A contracorriente de las cintas esenciales de su obra, donde el protagonista experimenta una toma de conciencia e intenta hacer lo correcto (a veces con consecuencias trágicas, como en Aflicción), no hay redención en The Canyons. Tampoco hay un hundimiento infernal (Autofocus). Los personajes siguen con sus vidas, conscientes de su lenta descomposición. A estas alturas, como bien apunta Mark Cousins en un artículo publicado en el número de septiembre de Sight and Sound, Schrader podría interpretar el papel de leyenda, ser grande e inalcanzable, renunciar con dignidad y ocupar el lugar de honor que le corresponde en la historia del cine. Hacerse a un lado, pues.

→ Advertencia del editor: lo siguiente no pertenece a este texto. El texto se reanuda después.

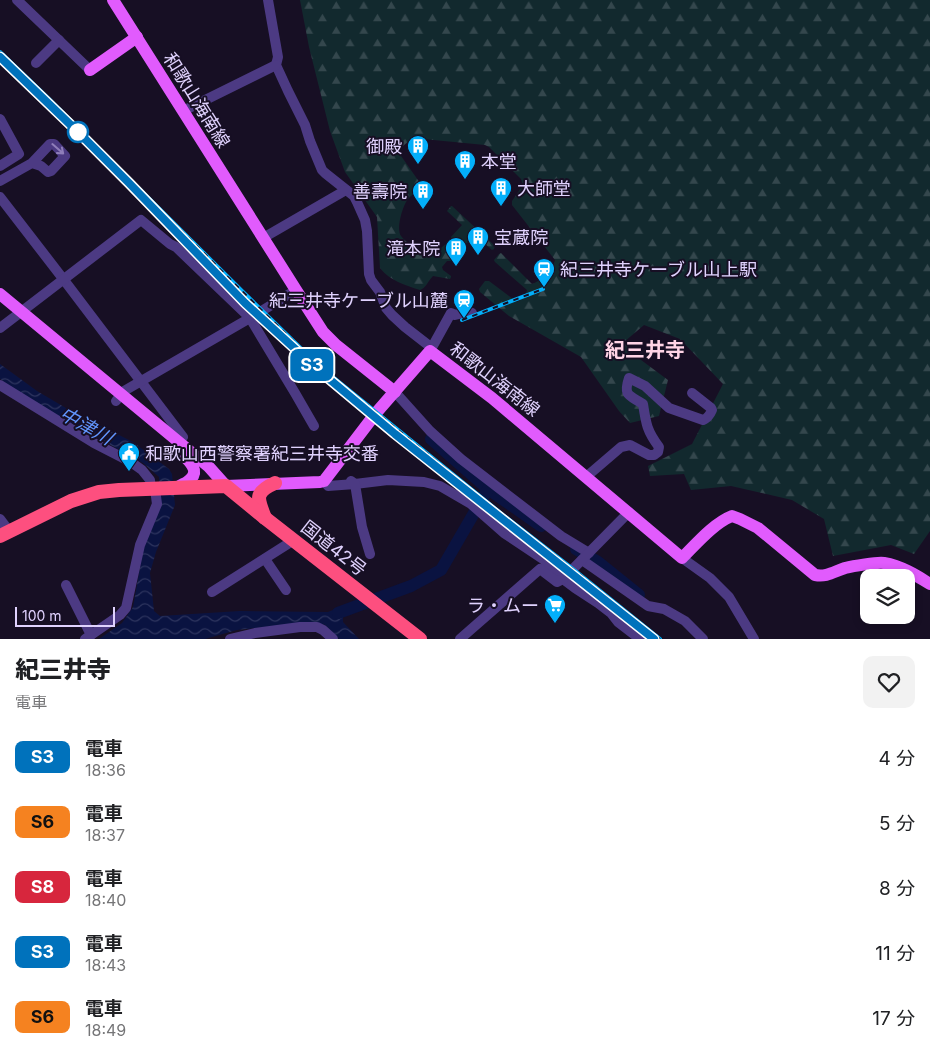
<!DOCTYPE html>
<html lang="ja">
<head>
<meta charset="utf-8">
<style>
  body { margin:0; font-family:Inter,"Noto Sans JP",sans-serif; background:#f2f2f2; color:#202124; height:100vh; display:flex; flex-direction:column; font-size:19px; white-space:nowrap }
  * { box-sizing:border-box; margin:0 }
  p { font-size:16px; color:#757577 }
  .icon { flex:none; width:28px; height:28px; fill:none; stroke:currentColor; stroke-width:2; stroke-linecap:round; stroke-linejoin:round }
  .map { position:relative; height:639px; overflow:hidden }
  .side { display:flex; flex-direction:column; background:#fff; flex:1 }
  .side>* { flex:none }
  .badge { padding:0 10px; border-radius:8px; font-size:18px; line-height:32px }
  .controls { position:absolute; left:860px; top:569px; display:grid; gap:10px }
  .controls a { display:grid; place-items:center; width:55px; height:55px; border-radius:10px; background:#fff; box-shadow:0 2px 8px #0003; font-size:25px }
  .scale { position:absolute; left:15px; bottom:12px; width:100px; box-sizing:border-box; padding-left:5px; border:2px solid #e0d2fe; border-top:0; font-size:14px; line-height:18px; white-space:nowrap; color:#e0d2fe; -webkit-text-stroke:4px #170f24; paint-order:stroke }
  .map>.badge { position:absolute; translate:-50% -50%; box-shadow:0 0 0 2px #fff }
  .round { display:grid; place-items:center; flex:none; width:52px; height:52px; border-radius:10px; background:#f2f2f2 }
  .summary { display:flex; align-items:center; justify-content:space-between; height:85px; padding:0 15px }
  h1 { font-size:24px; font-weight:800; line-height:38px }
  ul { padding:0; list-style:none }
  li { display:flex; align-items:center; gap:15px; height:65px; padding:0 15px }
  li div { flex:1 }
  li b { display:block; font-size:19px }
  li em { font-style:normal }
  li .badge { min-width:55px; font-weight:700; text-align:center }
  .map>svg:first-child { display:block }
  .forest { fill:url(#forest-firs) }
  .water { fill:url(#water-waves) }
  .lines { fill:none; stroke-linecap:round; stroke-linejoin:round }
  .river { stroke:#0a1341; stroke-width:12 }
  .minor { stroke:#4c3a83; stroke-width:10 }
  .major { stroke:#e15bfd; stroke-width:12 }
  .highway { stroke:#fd4f7f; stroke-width:14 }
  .rail-casing { stroke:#03affa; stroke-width:4 }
  .rail { stroke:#170f24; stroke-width:2; stroke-dasharray:5.5; stroke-linecap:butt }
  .oneway { stroke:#8f7eba }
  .line-casing { stroke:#fff; stroke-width:11 }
  .line { stroke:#0072bc; stroke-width:8 }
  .stop-dot { fill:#fff; stroke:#0072bc; stroke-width:2.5 }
  .labels { text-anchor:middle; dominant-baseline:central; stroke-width:4; stroke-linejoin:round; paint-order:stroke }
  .street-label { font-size:18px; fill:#e0d2fe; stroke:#170f24 }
  .poi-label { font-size:18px; fill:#e0d2fe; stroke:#170f24; text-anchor:end }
  .water-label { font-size:19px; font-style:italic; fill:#6195fd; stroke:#170f24 }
  .quarter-label { font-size:20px; font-weight:bold; fill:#ffd4e6; stroke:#170f24 }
</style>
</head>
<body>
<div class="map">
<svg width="930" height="639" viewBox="0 0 930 639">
  <defs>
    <pattern id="forest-firs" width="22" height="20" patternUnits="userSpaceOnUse" patternTransform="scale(1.25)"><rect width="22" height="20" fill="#12292e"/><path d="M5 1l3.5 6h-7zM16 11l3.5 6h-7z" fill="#34474d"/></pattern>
    <pattern id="water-waves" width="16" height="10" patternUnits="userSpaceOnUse" patternTransform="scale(1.25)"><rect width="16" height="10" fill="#0a1341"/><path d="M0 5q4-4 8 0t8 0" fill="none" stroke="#2d345e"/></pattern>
  </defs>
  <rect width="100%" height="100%" fill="#170f24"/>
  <!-- forest -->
  <g class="forest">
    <path d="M300 0H930V531L914 554 891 545 833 556 824 519 792 500 731 486 691 490 684 474 650 476 648 466 692 444 723 384 680 339 644 325 624 342 633 354 668 380 659 416 630 423 619 411 581 357 509 316 480 292 479 289 485 281H489L517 302C522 300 526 295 527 290L495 262 494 260 499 254 501 253 532 284C541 281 553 269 555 260L512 205V201L523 185 521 179 489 147 485 145 413 138 399 149V153L420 183C419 192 410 195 406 202 402 209 396 229 401 236 403 239 407 242 410 244 418 250 429 256 439 250 442 247 444 245 449 243L459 251V253L454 261H447L442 267 443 270 451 276V277L450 279 433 276C428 281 426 288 420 290 405 285 390 281 380 268L377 217 345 172 330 131 309 47Z"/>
    <path d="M451 206H452L495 246 494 249 492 250 484 243 479 246 476 244 473 246 468 242 461 248 451 239V237L462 225 447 211Z"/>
  </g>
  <!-- water -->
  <path class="water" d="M0 364 37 391 71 411 133 442 169 469 172 474 175 505 156 552 150 573 154 611 160 616 240 611 328 612 350 603 356 611 343 617V622L359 639H339L325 625 313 622 237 630 205 639H99L122 623 133 607 143 550 160 506 159 477 143 463 29 400 0 379Z"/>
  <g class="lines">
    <!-- river -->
    <g class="river">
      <path d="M431 439 488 489 541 526"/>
      <path d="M576 549 598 562 639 595"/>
      <path d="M338 613 411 586 441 570 488 489"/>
    </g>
    <!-- minor -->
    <g class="minor">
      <path d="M17 0 90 70"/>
      <path d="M268 0 278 57 276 65 288 91 305 125 310 141 322 170 325 173 354 196 357 202 365 220 367 231 369 274 371 280 380 292 386 308 392 315 405 327 432 348"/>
      <path d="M36 63 59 40"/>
      <path d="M183 111 276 65"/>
      <path d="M0 119 19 154 0 166"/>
      <path d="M0 181 32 163 50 144H54L65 156 51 171 48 172 41 166 32 163"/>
      <path d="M0 197 64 280 183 437 179 443"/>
      <path d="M263 238 346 190"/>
      <path d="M0 328 141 220 170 244 176 247 250 318 295 393 314 426"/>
      <path d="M430 351 451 313 455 315 463 313H472"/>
      <path d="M0 385 94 443 131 462 142 470 150 480 151 489"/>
      <path d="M395 392 430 431 461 459 561 536 589 553"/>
      <path d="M116 401 124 391 250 318 296 290"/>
      <path d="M586 477 621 447 630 445 649 455H654L658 452 659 447C647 431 646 424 643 404 629 395 623 396 629 378L645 386 669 408 703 420C708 418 710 415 712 410L711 408 692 393"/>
      <path d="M324 481 328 486 355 484 388 480 424 482 440 486 471 504 504 533 543 559 563 579 575 588 598 603 611 613 618 622 640 639"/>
      <path d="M351 481 355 484 362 527 370 554"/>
      <path d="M0 519 9 531"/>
      <path d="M682 558 710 578 729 597 754 639"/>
      <path d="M265 559 286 590"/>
      <path d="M582 560 648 606 664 609 685 621 703 639"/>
      <path d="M66 585 91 635"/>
      <path d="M212 592 294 540"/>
      <path d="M85 639 120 615 126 608 140 545 157 504 155 489"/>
      <path d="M230 639 255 633 300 627H317L323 630 333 639"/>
      <path d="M460 639 540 569 557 582 563 579 629 512"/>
    </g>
    <!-- major -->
    <g class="major">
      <path d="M113 0 296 290 323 332 336 345 395 392"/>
      <path d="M90 70 137 37"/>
      <path d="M0 294 209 467 226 486"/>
      <path d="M226 486 320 482 324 481 376 413 430 351 492 398 682 558C696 544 714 523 732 516L740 519 758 528 815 575C827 577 833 572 845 568 853 566 877 562 884 563 901 566 916 575 930 584"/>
      <path d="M177 488C180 485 184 484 187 482 199 474 194 466 186 458"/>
    </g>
    <!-- highway -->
    <g class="highway">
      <path d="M265 518C258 499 253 493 275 483"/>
      <path d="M0 536 71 501 99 492 119 490 226 486 265 518 420 639"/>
    </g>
    <!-- rail casing -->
    <g class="rail-casing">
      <g id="rail">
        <path d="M0 52 48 98 243 292 318 365 503 515 573 569 660 639"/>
        <path d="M462 320 543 289"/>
      </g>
    </g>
    <!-- rail -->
    <use href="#rail" class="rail"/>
  </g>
  <!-- one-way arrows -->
  <defs><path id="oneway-shaft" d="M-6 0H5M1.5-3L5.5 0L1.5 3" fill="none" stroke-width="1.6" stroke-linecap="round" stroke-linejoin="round" transform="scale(1.25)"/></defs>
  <use class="oneway" href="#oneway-shaft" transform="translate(58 149) rotate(41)"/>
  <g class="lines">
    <!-- line casing -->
    <g class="line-casing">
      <path id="line" d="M0 57 78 132 129 183 245 303 316 368 395 434 654 639"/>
    </g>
    <!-- line -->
    <use href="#line" class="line"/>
  </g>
  <!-- icons -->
  <defs>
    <g id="building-pin" transform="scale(1.125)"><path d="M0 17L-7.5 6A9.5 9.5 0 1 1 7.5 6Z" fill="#03affa" stroke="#170f24"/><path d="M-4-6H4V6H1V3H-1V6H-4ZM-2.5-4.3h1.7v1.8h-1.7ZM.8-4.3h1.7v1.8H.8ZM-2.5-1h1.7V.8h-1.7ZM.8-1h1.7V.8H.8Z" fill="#fff"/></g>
    <g id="station-pin" transform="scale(1.125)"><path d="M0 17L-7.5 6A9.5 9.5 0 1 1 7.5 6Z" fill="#03affa" stroke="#170f24"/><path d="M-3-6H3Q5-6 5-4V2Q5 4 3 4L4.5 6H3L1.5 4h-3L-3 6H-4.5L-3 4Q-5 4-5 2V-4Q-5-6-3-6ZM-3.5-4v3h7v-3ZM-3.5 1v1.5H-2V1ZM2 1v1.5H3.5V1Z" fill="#fff"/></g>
    <g id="civic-pin" transform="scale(1.125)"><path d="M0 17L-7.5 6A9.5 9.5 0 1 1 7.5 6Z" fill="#03affa" stroke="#170f24"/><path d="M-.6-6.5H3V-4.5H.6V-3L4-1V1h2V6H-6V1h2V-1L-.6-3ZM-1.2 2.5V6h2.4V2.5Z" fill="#fff"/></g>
    <g id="supermarket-pin" transform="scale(1.125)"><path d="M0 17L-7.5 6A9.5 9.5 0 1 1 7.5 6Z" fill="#03affa" stroke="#170f24"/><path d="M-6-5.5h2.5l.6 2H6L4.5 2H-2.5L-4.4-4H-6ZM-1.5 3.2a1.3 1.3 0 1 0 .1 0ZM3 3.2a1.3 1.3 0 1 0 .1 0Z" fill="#fff"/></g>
  </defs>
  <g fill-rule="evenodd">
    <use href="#building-pin" x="418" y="146"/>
    <use href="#building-pin" x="465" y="161"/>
    <use href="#building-pin" x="501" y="188"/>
    <use href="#building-pin" x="423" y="191"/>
    <use href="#building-pin" x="478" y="237"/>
    <use href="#building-pin" x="456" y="248"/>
    <use href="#station-pin" x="544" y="269"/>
    <use href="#station-pin" x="464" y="300"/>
    <use href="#civic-pin" x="129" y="453"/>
    <use href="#supermarket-pin" x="555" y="605"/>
  </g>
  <!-- markers -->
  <circle class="stop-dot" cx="78" cy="132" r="10"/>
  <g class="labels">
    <!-- street labels -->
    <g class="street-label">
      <text transform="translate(197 100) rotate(58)">和歌山海南線</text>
      <text transform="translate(495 379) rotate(38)">和歌山海南線</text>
      <text transform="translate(334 548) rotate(38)">国道42号</text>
    </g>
    <!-- poi labels -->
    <g class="poi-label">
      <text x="402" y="146">御殿</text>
      <text x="481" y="161" text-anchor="start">本堂</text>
      <text x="517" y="188" text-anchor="start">大師堂</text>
      <text x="407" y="191">善壽院</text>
      <text x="494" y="237" text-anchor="start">宝蔵院</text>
      <text x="440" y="248">滝本院</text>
      <text x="560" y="269" text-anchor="start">紀三井寺ケーブル山上駅</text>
      <text x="448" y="300">紀三井寺ケーブル山麓</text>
      <text x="145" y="453" text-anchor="start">和歌山西警察署紀三井寺交番</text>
      <text x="539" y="605">ラ・ムー</text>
    </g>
    <!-- water labels -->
    <g class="water-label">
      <text transform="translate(86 426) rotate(29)">中津川</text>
    </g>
    <!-- quarter labels -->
    <g class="quarter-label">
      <text x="645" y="350">紀三井寺</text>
    </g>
  </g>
</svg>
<div class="controls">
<a><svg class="icon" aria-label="layers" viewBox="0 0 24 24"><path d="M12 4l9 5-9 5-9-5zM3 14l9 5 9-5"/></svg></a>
</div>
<div class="scale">100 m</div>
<b class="badge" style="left:312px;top:365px;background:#0072bc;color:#fff">S3</b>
</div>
<section class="side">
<div class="summary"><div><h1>紀三井寺</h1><p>電車</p></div><a class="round"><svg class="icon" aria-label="heart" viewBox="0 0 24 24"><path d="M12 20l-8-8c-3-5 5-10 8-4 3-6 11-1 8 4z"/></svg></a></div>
<ul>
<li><span class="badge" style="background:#0072bc;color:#fff">S3</span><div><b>電車</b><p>18:36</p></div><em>4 分</em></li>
<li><span class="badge" style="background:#f58220;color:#111">S6</span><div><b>電車</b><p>18:37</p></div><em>5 分</em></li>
<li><span class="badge" style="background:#d7263d;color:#fff">S8</span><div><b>電車</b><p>18:40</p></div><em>8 分</em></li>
<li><span class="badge" style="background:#0072bc;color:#fff">S3</span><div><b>電車</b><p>18:43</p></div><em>11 分</em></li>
<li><span class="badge" style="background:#f58220;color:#111">S6</span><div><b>電車</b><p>18:49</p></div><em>17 分</em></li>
</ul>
</section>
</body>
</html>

Pero no, ha decidido quedarse con nosotros para divertirse con los juguetes del postimperio, como lo demuestra su participación en Venezia 70 Future Reloaded, una serie de cortos realizados a propósito del 70 aniversario del festival que funcionan como editoriales en forma y fondo del estado actual de la cinematografía.

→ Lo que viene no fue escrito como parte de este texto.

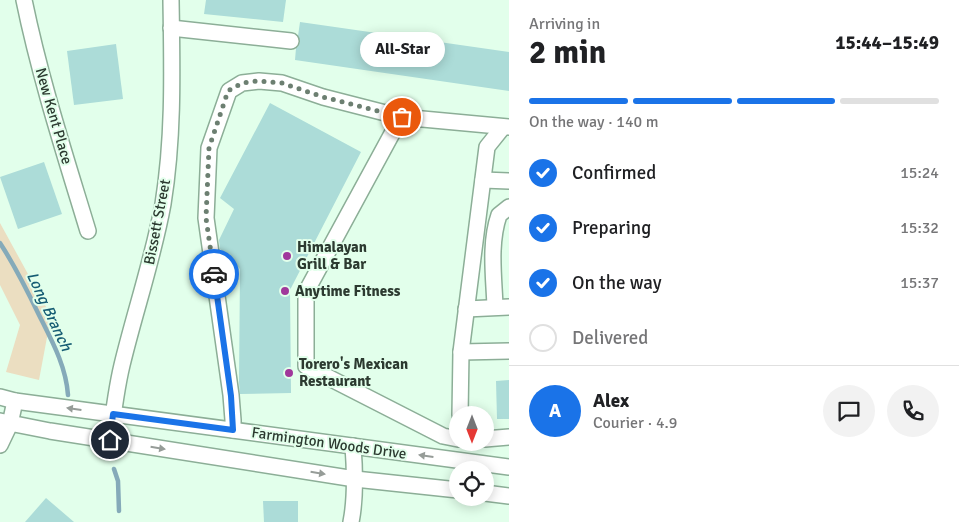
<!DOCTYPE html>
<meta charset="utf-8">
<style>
:root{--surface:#fff;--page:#f2f2f2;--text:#202124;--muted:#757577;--line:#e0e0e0;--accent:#1a73e8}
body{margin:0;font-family:Signika,sans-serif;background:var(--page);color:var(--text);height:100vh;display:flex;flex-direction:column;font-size:19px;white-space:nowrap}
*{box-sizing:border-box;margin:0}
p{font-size:16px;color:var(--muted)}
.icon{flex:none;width:28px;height:28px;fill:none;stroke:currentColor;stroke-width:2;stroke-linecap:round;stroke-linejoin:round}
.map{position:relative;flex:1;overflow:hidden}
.panel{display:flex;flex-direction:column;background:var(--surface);width:450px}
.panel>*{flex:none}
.needle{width:32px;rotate:180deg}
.tools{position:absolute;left:449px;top:406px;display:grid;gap:10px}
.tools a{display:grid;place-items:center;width:45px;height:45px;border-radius:50%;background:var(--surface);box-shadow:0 2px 12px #0003;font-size:25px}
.pin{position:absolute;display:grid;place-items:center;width:42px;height:42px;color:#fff;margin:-21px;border:2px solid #fff;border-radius:50%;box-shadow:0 1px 5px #0007}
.courier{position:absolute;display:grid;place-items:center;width:50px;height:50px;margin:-25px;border:4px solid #1a73e8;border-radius:50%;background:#fff;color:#222;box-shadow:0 1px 6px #0007}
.bubble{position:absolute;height:35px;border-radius:18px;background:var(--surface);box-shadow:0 2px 12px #0003;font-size:16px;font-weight:700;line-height:35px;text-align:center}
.overview em{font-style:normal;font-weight:700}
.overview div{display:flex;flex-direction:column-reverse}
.overview{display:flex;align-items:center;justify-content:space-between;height:85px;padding:0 20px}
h1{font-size:32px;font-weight:700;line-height:38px}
.bar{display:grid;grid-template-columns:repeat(4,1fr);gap:8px 5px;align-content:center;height:60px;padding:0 20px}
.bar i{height:6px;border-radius:4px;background:var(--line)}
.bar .on{background:var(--accent)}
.bar p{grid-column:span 4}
.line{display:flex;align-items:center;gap:12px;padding:0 20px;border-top:1px solid var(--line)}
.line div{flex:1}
.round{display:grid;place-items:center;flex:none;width:52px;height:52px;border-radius:26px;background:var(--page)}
ol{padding:0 20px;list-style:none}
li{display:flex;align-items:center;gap:15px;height:55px}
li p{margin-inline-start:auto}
li .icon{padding:5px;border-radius:50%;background:var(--accent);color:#fff;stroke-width:4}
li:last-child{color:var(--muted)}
li i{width:28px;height:28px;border:2px solid var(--line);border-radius:50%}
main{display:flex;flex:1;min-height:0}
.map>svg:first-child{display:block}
.green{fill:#ebdec1}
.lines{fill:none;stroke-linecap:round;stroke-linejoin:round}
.stream{stroke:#85aab9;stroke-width:4.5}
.building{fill:#acdcd8}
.minor-casing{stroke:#8cae97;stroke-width:18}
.minor{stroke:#fff;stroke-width:15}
.oneway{fill:#969c98}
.done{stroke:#6c7f71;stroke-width:5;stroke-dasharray:0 9}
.route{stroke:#1a73e8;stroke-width:6}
.poi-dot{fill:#a0389b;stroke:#e2ffeb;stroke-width:2}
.labels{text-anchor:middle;stroke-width:4;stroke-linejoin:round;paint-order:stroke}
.street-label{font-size:15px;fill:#2c3a30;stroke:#e2ffeb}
.poi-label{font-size:15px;font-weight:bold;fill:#2c3a30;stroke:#e2ffeb;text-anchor:start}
.water-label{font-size:16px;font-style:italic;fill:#155c73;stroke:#e2ffeb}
</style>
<main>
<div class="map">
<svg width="509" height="522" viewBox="0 0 509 522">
<rect width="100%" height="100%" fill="#e2ffeb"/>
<path class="green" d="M0,223L51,316L39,380L6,372L20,325L0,285Z"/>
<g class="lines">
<g class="stream">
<path d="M0,243C15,266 27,290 39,315C52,341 66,366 68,395"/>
<path d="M114,469L118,481L119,511"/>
</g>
</g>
<g class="building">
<path d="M206,0H286L283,22L204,14Z"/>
<path d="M300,22L509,52V91L295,60L296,48L300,42L298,36Z"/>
<path d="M116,44L123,99L74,105L67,51Z"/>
<path d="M270,103L361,152L290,290L291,393L240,394L239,382L240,269L220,249L219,240L234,209L220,198Z"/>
<path d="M44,162L62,214L18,229L0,177Z"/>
<path d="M509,380V419H497L496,381Z"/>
<path d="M46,498L74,522H25Z"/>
<path d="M263,501H298V522H264Z"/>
</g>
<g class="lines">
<g class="minor-casing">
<g id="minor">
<path d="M24,0C40,78 65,155 88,231"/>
<path d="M171,28L291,41"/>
<path d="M401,117L306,292V366L443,436L458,439"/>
<path d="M483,180L509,181"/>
<path d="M495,307C494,277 489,244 499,215L509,207"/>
<path d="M466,309L509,307"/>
<path d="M461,352L509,351"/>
<path d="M0,397L15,401L509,467"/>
<path d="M460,415L461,352L487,147L503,127"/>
<path d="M0,421L50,431L355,479L458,490"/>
<path d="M233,430V420L231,395L206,218L209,148L229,91L242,83L259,81L282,83L323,97L401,117L509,127"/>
<path d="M485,439L509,437"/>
<path d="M110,440C113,415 116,390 122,365C135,311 153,259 163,204C174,136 172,68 171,0"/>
<path d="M0,445L10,424L15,401"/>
<path d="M485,493L509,496"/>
<path d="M351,522C356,497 355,472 353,446"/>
</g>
</g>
<use href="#minor" class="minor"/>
</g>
<defs><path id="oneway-solid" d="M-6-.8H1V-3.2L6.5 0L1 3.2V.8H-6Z" transform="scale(1.25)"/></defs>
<g class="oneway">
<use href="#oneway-solid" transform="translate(74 409) rotate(-172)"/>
<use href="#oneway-solid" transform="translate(158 448) rotate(9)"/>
<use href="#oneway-solid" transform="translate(426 456) rotate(-172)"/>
<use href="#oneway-solid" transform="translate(318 473) rotate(9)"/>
</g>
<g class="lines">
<path class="done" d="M214,274L206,218L209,148L228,91L242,83L258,81L282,83L323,97L402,117"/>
<path class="route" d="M110,440L113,414L233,430L231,396L214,274"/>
</g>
<g class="poi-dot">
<circle cx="287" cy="256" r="5"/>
<circle cx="285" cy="291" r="5"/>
<circle cx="289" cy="373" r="5"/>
</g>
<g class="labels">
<g class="street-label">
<text transform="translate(54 116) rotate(74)" y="5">New Kent Place</text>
<text transform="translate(157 222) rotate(-79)" y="5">Bissett Street</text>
<text transform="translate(329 443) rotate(8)" y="5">Farmington Woods Drive</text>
</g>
<g class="poi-label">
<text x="297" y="252">Himalayan<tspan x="297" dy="17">Grill &amp; Bar</tspan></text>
<text x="295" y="296">Anytime Fitness</text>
<text x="299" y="369">Torero's Mexican<tspan x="299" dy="17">Restaurant</tspan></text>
</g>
<g class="water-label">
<text transform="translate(50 311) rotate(65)" y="6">Long Branch</text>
</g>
</g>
</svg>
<div class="tools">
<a><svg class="needle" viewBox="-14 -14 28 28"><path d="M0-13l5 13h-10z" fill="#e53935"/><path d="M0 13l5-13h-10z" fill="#757577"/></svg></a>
<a><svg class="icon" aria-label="locate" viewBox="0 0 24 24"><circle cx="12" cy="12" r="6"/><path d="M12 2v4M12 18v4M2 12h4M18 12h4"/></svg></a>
</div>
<div class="pin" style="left:402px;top:117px;background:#ea580c"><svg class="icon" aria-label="bag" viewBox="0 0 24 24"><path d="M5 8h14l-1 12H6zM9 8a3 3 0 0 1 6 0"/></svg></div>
<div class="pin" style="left:110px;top:440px;background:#1f2937"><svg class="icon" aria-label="home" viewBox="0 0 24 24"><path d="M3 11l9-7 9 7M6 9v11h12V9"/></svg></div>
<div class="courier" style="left:214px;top:274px"><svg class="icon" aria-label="car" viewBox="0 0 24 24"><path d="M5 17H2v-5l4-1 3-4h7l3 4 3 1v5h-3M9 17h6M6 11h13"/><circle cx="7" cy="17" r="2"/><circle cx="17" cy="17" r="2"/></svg></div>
<div class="bubble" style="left:360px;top:32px;width:85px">All-Star</div>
</div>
<section class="panel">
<div class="overview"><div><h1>2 min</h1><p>Arriving in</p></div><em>15:44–15:49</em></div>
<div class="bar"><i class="on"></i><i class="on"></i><i class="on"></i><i></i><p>On the way · 140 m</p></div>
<ol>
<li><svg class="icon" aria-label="check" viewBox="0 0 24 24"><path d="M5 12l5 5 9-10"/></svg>Confirmed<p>15:24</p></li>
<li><svg class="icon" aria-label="check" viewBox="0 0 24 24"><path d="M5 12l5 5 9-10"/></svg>Preparing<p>15:32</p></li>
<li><svg class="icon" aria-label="check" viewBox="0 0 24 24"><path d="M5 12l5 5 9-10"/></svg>On the way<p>15:37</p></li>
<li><i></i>Delivered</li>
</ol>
<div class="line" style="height:90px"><b class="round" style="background:var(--accent);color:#fff">A</b><div><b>Alex</b><p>Courier · 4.9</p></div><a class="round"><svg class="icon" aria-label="chat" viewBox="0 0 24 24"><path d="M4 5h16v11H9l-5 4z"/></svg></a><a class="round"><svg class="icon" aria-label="phone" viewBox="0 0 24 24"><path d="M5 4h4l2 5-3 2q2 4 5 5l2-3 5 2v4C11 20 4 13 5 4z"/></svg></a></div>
</section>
</main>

Aún no se sabe exactamente cuánto dinero ha recaudado The Canyons, pero los indicadores de iTunes y VOD ya la declaran un éxito modesto. Tanta atención mediática ha ayudado a Schrader a encontrar presupuesto para una nueva película, protagonizada por otro “perdedor” de Hollywood, Nicolas Cage. El proyecto, irónicamente, iba a ser dirigido en un principio por Nicolas Winding Refn (discípulo de la estética neón sublimada en American Gigolo y Light Sleeper). Ahora es suyo. “Fui al casino, aposté todo a rojo y gané”, comentó en Venecia un orgulloso Paul a propósito de The Canyons. ¿Quién podría argumentar lo contrario?